As a child, I was deported to Siberia. As an adult, I help others through volunteering
Lavrentiya (Lavra) Khariv, maiden name - Talanchuk, was born on January 30, 1944, in the town of Olesko (now Busk district of Lviv region) in the family of Roman and Sofiya Talanchuk.
Her family was actively involved in the activities of the Ukrainian nationalist movement. One of her father‘s brothers, Konstyantyn Talanchuk, served in the Nakhtigal Battalion and the Ukrainian People‘s Self-Defense (UNS). Another brother, Teodor Talanchuk, worked for the OUN underground in the Sumy region. On February 17-21, 1943, the 3rd OUN conference took place in the house of her maternal grandfather, Andriy Turchenyak, in the Voluyky small village near Olesko.

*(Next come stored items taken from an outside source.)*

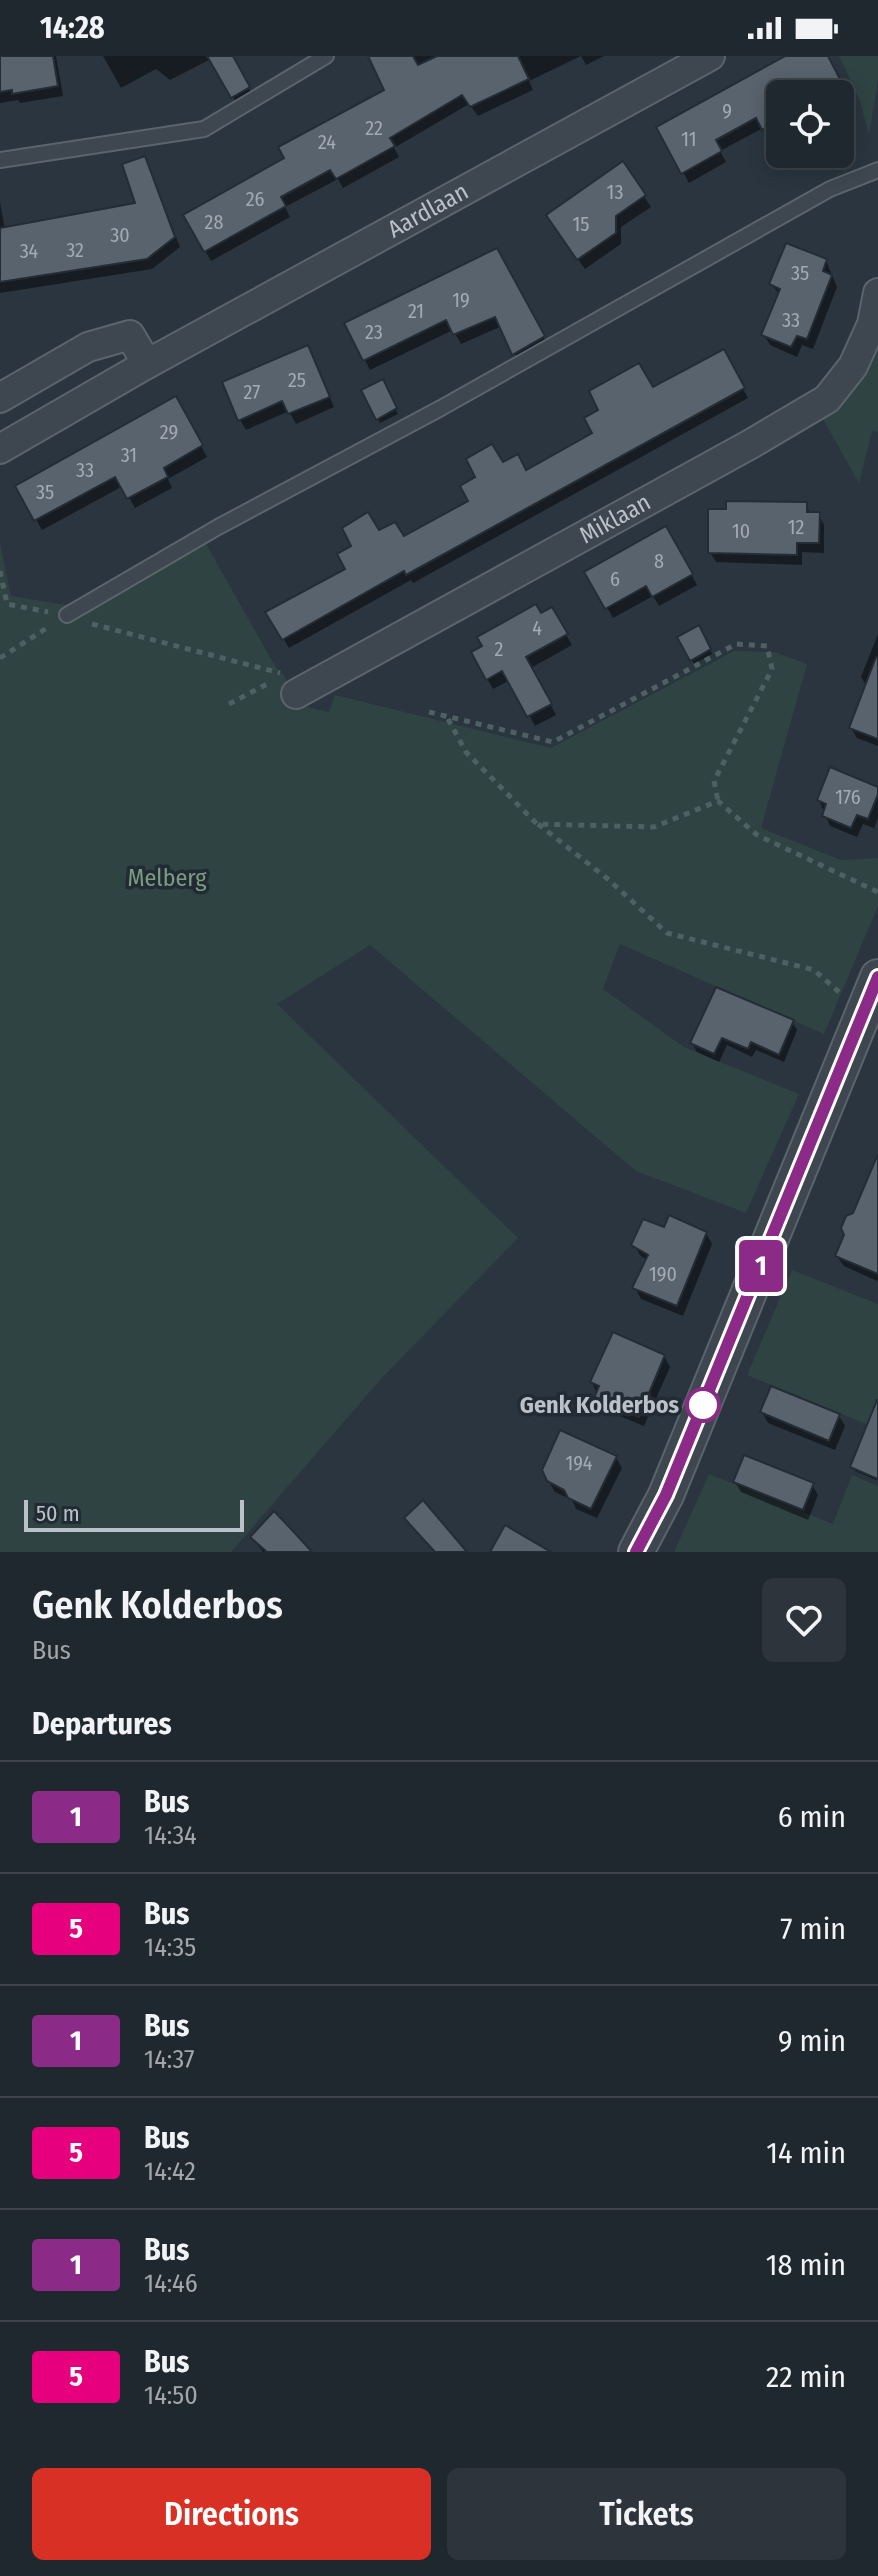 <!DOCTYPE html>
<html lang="en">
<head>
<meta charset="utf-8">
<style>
	:root { --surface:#20282f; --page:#2d343b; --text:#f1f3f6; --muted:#a2a6aa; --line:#3d444b; --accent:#d93025 }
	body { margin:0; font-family:"Fira Sans Condensed",sans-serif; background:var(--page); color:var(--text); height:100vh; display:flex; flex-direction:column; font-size:30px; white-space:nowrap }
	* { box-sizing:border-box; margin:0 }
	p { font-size:26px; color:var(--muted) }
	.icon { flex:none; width:44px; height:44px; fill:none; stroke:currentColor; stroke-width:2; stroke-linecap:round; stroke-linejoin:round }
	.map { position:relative; height:1496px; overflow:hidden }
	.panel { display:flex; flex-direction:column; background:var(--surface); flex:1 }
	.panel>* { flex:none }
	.badge { padding:0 16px; border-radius:6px; font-size:28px; line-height:52px }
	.buttons { position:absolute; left:766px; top:24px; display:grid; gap:16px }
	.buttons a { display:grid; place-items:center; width:88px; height:88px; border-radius:12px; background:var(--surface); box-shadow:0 4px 20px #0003,0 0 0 2px var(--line); font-size:40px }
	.scale { position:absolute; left:24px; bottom:20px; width:220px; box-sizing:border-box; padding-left:8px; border:4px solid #bac1c9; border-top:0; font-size:22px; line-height:28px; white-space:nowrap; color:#bac1c9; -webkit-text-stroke:6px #222b34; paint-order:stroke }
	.map>.badge { position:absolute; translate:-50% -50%; box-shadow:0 0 0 4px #fff }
	h2 { padding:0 32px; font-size:30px; line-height:72px }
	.round { display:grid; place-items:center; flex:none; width:84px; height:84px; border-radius:12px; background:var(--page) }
	.overview { display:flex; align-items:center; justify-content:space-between; height:136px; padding:0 32px }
	h1 { font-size:38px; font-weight:600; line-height:60px }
	.action { display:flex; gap:16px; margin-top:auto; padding:16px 32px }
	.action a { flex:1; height:92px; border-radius:12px; background:var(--accent); color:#fff; font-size:32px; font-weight:600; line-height:92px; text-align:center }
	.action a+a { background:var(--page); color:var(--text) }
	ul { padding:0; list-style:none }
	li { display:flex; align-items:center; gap:24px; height:112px; padding:0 32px; border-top:2px solid var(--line) }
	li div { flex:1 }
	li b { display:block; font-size:30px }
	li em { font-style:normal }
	li .badge { min-width:88px; font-weight:700; text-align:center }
	.status { display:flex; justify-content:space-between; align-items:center; height:56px; padding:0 40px; background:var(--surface); direction:ltr }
	.status svg { height:22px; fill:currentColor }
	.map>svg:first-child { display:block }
</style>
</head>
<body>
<div class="status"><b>14:28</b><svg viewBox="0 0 49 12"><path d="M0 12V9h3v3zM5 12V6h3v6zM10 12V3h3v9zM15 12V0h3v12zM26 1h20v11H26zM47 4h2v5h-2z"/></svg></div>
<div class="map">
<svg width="878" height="1496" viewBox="0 0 878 1496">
	<rect width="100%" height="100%" fill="#2a353f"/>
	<!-- green -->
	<g fill="#2f4342">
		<polygon points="839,0 878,0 878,24 869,79 860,45"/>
		<polygon points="878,280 878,376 872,375 859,427 823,363 865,314"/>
		<polygon points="0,487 11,540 60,548 89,549 206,488 278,615 284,619 294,648 329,656 335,639 551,692 734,595 774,596 807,608 761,772 841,804 878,802 878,850 824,978 620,888 603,933 684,991 799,1038 746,1157 636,1115 370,889 277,948 518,1182 381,1323 231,1496 0,1496"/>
		<polygon points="792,1214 878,1248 878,1373 747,1319"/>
		<polygon points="709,1418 833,1468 852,1419 878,1430 878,1496 674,1496"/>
	</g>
	<!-- shadow -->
	<g fill="#0007">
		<polygon points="0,0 56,0 63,40 20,47 18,44 0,47"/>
		<polygon points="103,0 231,0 254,42 239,51 211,3 170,24 156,13 121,32"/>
		<polygon points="386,0 604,0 586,9 581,0 529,25 533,34 478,60 469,48 394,92 399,101 343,132 338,123 285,151 290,161 211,205 186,160 287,103 386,34"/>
		<polygon points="790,0 826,0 847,38 840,42 840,38 780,38 780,77 770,83 763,72 720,95 726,106 689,127 659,72"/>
		<polygon points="622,108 651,151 621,171 621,188 585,213 554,170"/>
		<polygon points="149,112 180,191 152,213 0,237 0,146 5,174 138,149"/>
		<polygon points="496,195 549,291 520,308 502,270 461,288 453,274 370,314 365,304"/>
		<polygon points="826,205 837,231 813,293 802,289 797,301 770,289 764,279 780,239 771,228"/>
		<polygon points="723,295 748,342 413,527 411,524 289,592 268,557 348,514 378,477 403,483 471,446 503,408 525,416 594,378 653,334"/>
		<polygon points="313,302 334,351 296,368 289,355 246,374 240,364"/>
		<polygon points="382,325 398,358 380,367 363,335"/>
		<polygon points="175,343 207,401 168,423 172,432 135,452 123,430 42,474 17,430"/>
		<polygon points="805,448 811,458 818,458 824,469 824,497 802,496 802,509 716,506 710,496"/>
		<polygon points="666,472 697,529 659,550 653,540 613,562 587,516"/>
		<polygon points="551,554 572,589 531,612 556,659 535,670 510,624 493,633 473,597"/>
		<polygon points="699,572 712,598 694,608 680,582"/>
		<polygon points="878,578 878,690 857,682 851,672 867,631 861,621"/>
		<polygon points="878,733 878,762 874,772 863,768 857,781 830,770 819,744"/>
		<polygon points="792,965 797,974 784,1006 756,994 752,1001 727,989 719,1006 697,996 692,987"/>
		<polygon points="878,1100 878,1223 877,1225 844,1210 837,1200"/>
		<polygon points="665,1174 706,1177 712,1188 683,1260 641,1243 635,1232 647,1204 640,1199 634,1188"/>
		<polygon points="664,1300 670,1311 644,1370 603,1353 592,1326"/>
		<polygon points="762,1356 839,1360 845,1370 835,1394 768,1367"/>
		<polygon points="878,1391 876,1424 855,1415 852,1411"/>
		<polygon points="616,1402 622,1412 597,1462 576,1453 572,1444 555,1436 548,1424"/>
		<polygon points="735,1426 812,1429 818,1439 808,1464 741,1436"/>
		<polygon points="252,1481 307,1496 263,1496"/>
	</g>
	<!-- building -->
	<g fill="#58636e" stroke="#242d36" stroke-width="2">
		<polygon points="0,0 53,0 58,30 12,38 12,34 0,36"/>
		<polygon points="207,0 233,0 250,31 231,42"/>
		<polygon points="368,0 413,0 418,9 437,0 518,0 529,23 470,51 462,39 390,82 395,90 336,123 330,114 281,141 286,150 204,196 183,159 284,102 278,91 384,34"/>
		<polygon points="785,0 828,0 842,27 823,38 780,38 780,64 762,74 756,62 716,84 722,95 681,118 656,71"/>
		<polygon points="145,100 175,181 147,203 0,226 0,172 135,147 122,108"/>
		<polygon points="623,105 646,139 616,160 616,177 577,204 546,159"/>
		<polygon points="786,187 827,203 823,215 832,219 807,283 797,280 791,291 761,279 780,233 769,228"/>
		<polygon points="497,192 545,280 512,299 495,261 453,279 446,264 363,305 344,267"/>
		<polygon points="308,289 330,341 288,358 282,345 238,365 222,326"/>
		<polygon points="724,293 745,332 406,519 404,515 282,584 265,556 345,513 337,498 351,490 342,472 368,456 379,474 395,466 404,480 468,445 460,430 475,421 466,403 478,396 492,388 503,406 518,398 526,414 592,377 584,362 598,354 589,335 639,307 653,331"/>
		<polygon points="383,323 397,352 376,364 361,334"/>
		<polygon points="176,340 203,389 164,412 168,421 127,443 115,421 34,465 15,430"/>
		<polygon points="726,445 807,446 807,456 820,456 819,487 797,487 797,499 708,497 708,453 726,453"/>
		<polygon points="666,470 693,518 652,541 646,530 605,553 584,516"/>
		<polygon points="536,548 541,557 552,551 568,578 526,601 552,648 527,661 502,615 486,624 471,596 482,590 477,581"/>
		<polygon points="699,569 711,593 690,605 677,581"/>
		<polygon points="876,601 878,602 878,683 849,672"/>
		<polygon points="830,711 878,731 878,738 868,763 857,759 851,772 822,760 826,748 817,744"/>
		<polygon points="716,931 794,964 779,999 751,986 748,993 722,982 714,998 690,987"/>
		<polygon points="878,1098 878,1218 835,1200 844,1179 841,1172 846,1160 853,1157"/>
		<polygon points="669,1159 707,1176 677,1250 632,1232 648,1199 631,1189 643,1163 664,1171"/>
		<polygon points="613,1276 665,1299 639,1361 594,1342 599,1330 590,1326"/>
		<polygon points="771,1330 840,1358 829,1385 760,1356"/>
		<polygon points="877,1344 878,1344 878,1423 850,1411"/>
		<polygon points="560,1374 617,1400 591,1453 568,1442 564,1434 547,1425 542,1414"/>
		<polygon points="744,1399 814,1427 803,1454 733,1426"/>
		<polygon points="423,1444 467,1496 435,1496 404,1462"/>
		<polygon points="274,1455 292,1474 312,1496 267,1496 250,1481"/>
		<polygon points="505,1469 551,1496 490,1496"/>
	</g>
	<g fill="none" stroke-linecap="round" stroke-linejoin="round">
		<defs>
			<g id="service">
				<polyline points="0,104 204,73 326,0"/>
				<polyline points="67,559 218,471 441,352 830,133 878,114"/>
			</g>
			<g id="minor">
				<polyline points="0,342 88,291 130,279 147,308"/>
				<path id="s1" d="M0 393 147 308 710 0"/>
				<path id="s2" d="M296 638 749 389 827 343 853 310 872 268 878 237"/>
			</g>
			<polyline id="tertiary" points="636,1496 666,1439 878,921"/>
		</defs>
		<!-- service casing -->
		<use href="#service" stroke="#5b646c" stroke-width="18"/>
		<!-- minor casing -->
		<use href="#minor" stroke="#5b646c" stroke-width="32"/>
		<!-- tertiary casing -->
		<use href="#tertiary" stroke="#5b646c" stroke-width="38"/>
		<!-- path -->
		<g stroke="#4e6061" stroke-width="5" stroke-dasharray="6 6" stroke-linecap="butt">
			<polyline points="0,515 7,548 48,556"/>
			<polyline points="92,568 280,617"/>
			<polyline points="0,602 50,570"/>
			<polyline points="229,648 269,627"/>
			<polyline points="429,656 553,686 736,588 767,590 772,613 714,725 718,745"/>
			<polyline points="448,663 466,696 537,768 654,771 718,745 757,779 878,836"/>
			<polyline points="538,768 609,824 667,877 814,914 839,936"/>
		</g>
		<!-- service -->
		<use href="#service" stroke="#3e464f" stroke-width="14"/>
		<!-- minor -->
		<use href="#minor" stroke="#3e464f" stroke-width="28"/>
		<!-- tertiary -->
		<use href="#tertiary" stroke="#3e464f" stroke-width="34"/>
	</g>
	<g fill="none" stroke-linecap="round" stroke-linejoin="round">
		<defs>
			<polyline id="line" points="636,1496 666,1439 878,921"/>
		</defs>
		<!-- line casing -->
		<use href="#line" stroke="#fff" stroke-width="18"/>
		<!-- line -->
		<use href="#line" stroke="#8c2b87" stroke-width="12"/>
	</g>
	<!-- markers -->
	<circle fill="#fff" stroke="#8c2b87" stroke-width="4" cx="703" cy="1349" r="16"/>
	<g text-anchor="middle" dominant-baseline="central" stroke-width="7" stroke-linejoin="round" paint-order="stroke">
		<!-- number labels -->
		<g font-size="20" fill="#a2aab2">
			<text x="727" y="55">9</text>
			<text x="374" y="72">22</text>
			<text x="689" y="83">11</text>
			<text x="327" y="86">24</text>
			<text x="615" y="136">13</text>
			<text x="255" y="143">26</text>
			<text x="214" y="166">28</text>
			<text x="581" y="168">15</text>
			<text x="120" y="179">30</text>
			<text x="75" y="194">32</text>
			<text x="29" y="195">34</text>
			<text x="800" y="217">35</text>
			<text x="461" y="244">19</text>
			<text x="416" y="255">21</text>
			<text x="791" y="264">33</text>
			<text x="374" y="276">23</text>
			<text x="297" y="324">25</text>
			<text x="252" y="336">27</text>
			<text x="169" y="376">29</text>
			<text x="129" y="399">31</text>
			<text x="85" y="414">33</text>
			<text x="45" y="436">35</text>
			<text x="796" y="471">12</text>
			<text x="741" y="475">10</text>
			<text x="659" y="505">8</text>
			<text x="615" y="523">6</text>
			<text x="537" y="572">4</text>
			<text x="499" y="593">2</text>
			<text x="848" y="741">176</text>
			<text x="663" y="1218">190</text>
			<text x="579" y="1407">194</text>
		</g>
		<!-- street labels -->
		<g font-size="24" fill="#bac1c9" stroke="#222b34">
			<text stroke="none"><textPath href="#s1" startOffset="490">Aardlaan</textPath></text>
			<text stroke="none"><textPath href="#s2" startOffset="364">Miklaan</textPath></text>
		</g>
		<!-- park labels -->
		<g font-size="24" fill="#7b9c80" stroke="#222b34">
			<text x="167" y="822">Melberg</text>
		</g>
		<!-- stop labels -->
		<g font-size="24" font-weight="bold" fill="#bac1c9" stroke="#222b34" text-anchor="end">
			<text x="679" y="1349">Genk Kolderbos</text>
		</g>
	</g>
</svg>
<div class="buttons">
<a><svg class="icon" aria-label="locate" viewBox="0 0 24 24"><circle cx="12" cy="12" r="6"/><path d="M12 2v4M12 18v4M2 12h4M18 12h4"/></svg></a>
</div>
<div class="scale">50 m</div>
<b class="badge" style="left:761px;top:1210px;background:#8c2b87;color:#fff">1</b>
</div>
<section class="panel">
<div class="overview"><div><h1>Genk Kolderbos</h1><p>Bus</p></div><a class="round"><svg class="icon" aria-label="heart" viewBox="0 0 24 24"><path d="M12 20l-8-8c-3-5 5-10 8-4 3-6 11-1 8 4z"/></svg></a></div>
<h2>Departures</h2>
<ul>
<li><span class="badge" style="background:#8c2b87;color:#fff">1</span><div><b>Bus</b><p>14:34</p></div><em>6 min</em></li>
<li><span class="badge" style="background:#e6007e;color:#fff">5</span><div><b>Bus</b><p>14:35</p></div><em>7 min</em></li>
<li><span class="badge" style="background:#8c2b87;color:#fff">1</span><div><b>Bus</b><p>14:37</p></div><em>9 min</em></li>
<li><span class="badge" style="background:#e6007e;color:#fff">5</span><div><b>Bus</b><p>14:42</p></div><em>14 min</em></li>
<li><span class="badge" style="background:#8c2b87;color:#fff">1</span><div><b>Bus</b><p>14:46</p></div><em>18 min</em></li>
<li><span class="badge" style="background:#e6007e;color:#fff">5</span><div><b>Bus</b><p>14:50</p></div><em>22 min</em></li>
</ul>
<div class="action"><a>Directions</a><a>Tickets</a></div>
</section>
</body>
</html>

In May 1949, Sofiya Talanchuk and her daughters, grandparents Andriy and Maria Turchenyak were arrested and taken to a transit point operating on the basis of a transit prison in Lviv. During 1949-1958 they were in a special settlement in the town of Baley (now the district center of the Trans-Baikal Territory of the Russian Federation).
In Baley, Lavrentiya went to school and finished 6th grade. There she was forced to join a pioneer organization.
After returning to Ukraine, Lavrentiya graduated from high school in Olesko, then from the dental school in Lviv. She worked as a dentist. Lavrentiya is currently retired.
During the Orange Revolution in 2004, she began volunteering. In addition, she helps the Ukrainian military as a volunteer during the Russian-Ukrainian war.